New, improved Embedded Picture Mnemonics

I hope to have Version 2 of the Spelfabet Embedded Picture Mnemonics on the website in the next couple of weeks. The main changes are:

  • The pictures on the poster-size mnemonics are bigger.
  • There are two versions, one for speakers with an Australian/UK (non-rhotic) accent and one for speakers with an American (rhotic) accent. If you speak something else, please feel free to get both versions and mix and match. Both versions now have “o as in octopus” (not orange) and “or as in horn” (not corn, some kids don’t do vegetables). The US version has an extra “aw as in claw” and “wh as in whale” (needed for some dialects), no “air” or “ear”, and the woman on the US “oi as in coin” mnemonic is not a queen.
  • Both new sets have “k as in key” instead of kangaroo, “ur as in burn” instead of surf, and “u as in up” instead of undies, to make them more relevant outside Australia.
  • More target sounds are in initial position without adjacent consonants – “th as in thunder” not path, “th as in themselves” not weather, and “f as in fish” not flower.
  • The “long vowel” mnemonics all end with a letter “e”: “ae as in ape”, “ee as in bee”, “ie as in tie”, “oe as in toe” and “ue” as in statue” (the newts were too obscure). I realise that ape is not spelt “aep” but these mnemonics primarily represent phonemes not just graphemes, and  I decided frequency of use (see the Edward Fry phoneme-grapheme count) plus the relationship between ‘long’ and ‘short’ vowels (as in volcano-volcanic, athlete-athletic, child-children, episode-episodic and introduce-introduction) were more important. Also, one of the apes has a banana peel hat, what’s not to like about that?

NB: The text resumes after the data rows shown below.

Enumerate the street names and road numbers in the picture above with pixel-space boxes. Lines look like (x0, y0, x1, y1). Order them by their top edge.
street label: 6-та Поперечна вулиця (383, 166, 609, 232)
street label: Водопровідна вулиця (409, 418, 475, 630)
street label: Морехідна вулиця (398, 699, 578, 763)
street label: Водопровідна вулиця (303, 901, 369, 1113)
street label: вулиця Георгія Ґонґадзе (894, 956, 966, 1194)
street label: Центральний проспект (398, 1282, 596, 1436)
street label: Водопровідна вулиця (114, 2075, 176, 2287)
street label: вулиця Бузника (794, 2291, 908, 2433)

Many thanks to the wonderful Cat Macinnes for the new artwork. If you’ve already bought Version 1 of the Embedded Picture Mnemonics, you will be able to download Version 2 without having to pay for them again. Any problems, let me know.

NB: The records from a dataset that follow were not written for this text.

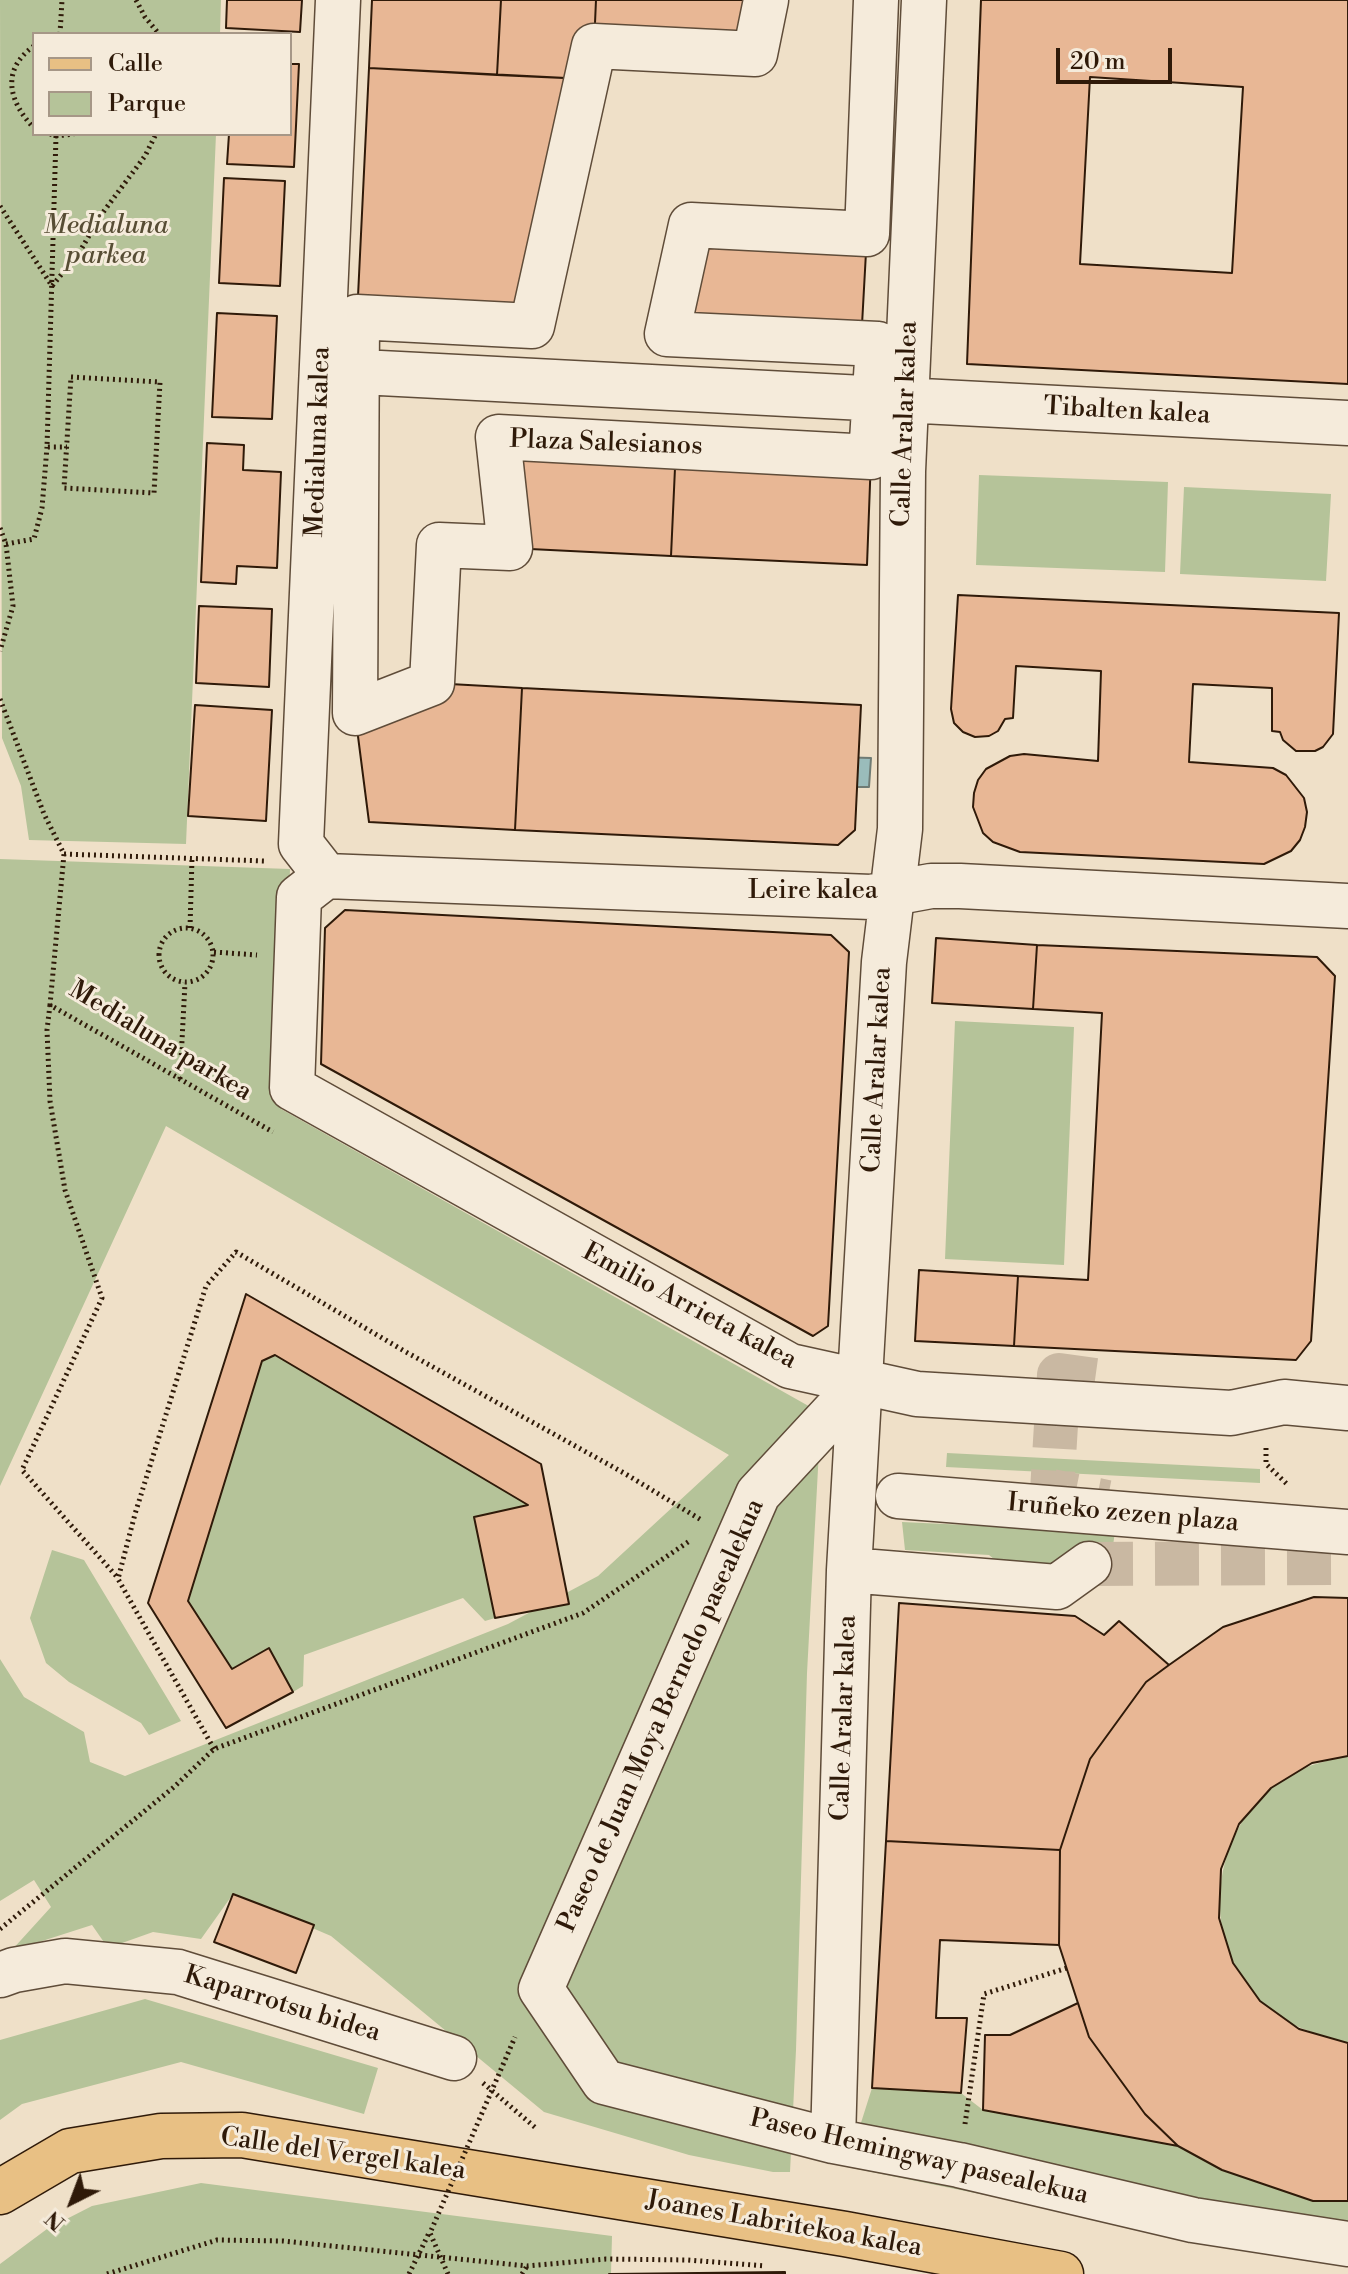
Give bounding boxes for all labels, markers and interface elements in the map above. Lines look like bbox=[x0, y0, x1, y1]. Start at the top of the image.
legend bbox=[32, 32, 292, 136]
scale bar bbox=[1060, 32, 1176, 82]
text: 20 m bbox=[1070, 47, 1126, 77]
text: Calle bbox=[108, 49, 163, 79]
text: Parque bbox=[108, 89, 186, 119]
park label: Medialuna parkea bbox=[44, 211, 168, 272]
street label: Calle Aralar kalea bbox=[887, 321, 925, 527]
street label: Medialuna kalea bbox=[300, 346, 338, 538]
street label: Tibalten kalea bbox=[1043, 392, 1211, 432]
street label: Plaza Salesianos bbox=[509, 425, 703, 463]
street label: Leire kalea bbox=[748, 876, 878, 908]
street label: Calle Aralar kalea bbox=[857, 966, 899, 1174]
street label: Medialuna parkea bbox=[63, 975, 257, 1109]
street label: Emilio Arrieta kalea bbox=[576, 1237, 802, 1377]
street label: Iruñeko zezen plaza bbox=[1006, 1488, 1240, 1540]
street label: Paseo de Juan Moya Bernedo pasealekua bbox=[552, 1495, 772, 1937]
street label: Calle Aralar kalea bbox=[826, 1615, 864, 1821]
street label: Kaparrotsu bidea bbox=[180, 1960, 384, 2050]
street label: Paseo Hemingway pasealekua bbox=[747, 2104, 1091, 2212]
street label: Calle del Vergel kalea bbox=[218, 2122, 468, 2188]
north arrow bbox=[32, 2162, 112, 2242]
street label: Joanes Labritekoa kalea bbox=[644, 2185, 924, 2265]
text: N bbox=[40, 2204, 71, 2236]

Version 3 Spelfabet workbooks

I almost have the first four of a new set of Spelfabet workbooks ready to put on the website. These in general follow the Sounds-Write / Phonic Books / Forward With Phonics teaching sequence, which we’re now using with most of our clients.

However, we’ve found that a lot of our clients need more explicit teaching about how to add prefixes and suffixes to words, and a more gentle gradient from the Initial Code into the Extended Code. We work with many learners with additional needs (speech-language disorders, intellectual and attention difficulties, autism spectrum disorders, low working memory and slow processing) so I’m hoping that the new workbooks will be of use to others working with such learners, and to teachers who just need a bit of additional material to make sure a particular skill or concept is practised to mastery.

The new books should be on the website in the next two or three weeks (she said. There. Now I have to focus and finish them).

Local Community of Practice (INMELLCoP)

We’re now reviving the inner northern Melbourne Early Language and Literacy Community of Practice, which also got forced onto the back burner during the COVID-19 lockdowns. We had our first PD activity of the year this week, a session about phonemic awareness.

INMELLCoP now has a page on the Spelfabet website (till it’s grown enough to have its own website) where we’ll publish a schedule of meetings/workshops for the rest of the year soon.

Decodable text writing interface

For a few years, my excellent webmaster Nik Dow and I have been talking about creating an interface that will help people write decodable text.

The idea is that you’d be able to specify the sound-spelling relationships and high-frequency words you’ve taught, and then type your text, and the interface would give you a decodability rating for it. It would also highlight words that are harder than the code you’ve taught, and (one day when we get really flash) suggest synonyms with simpler spellings.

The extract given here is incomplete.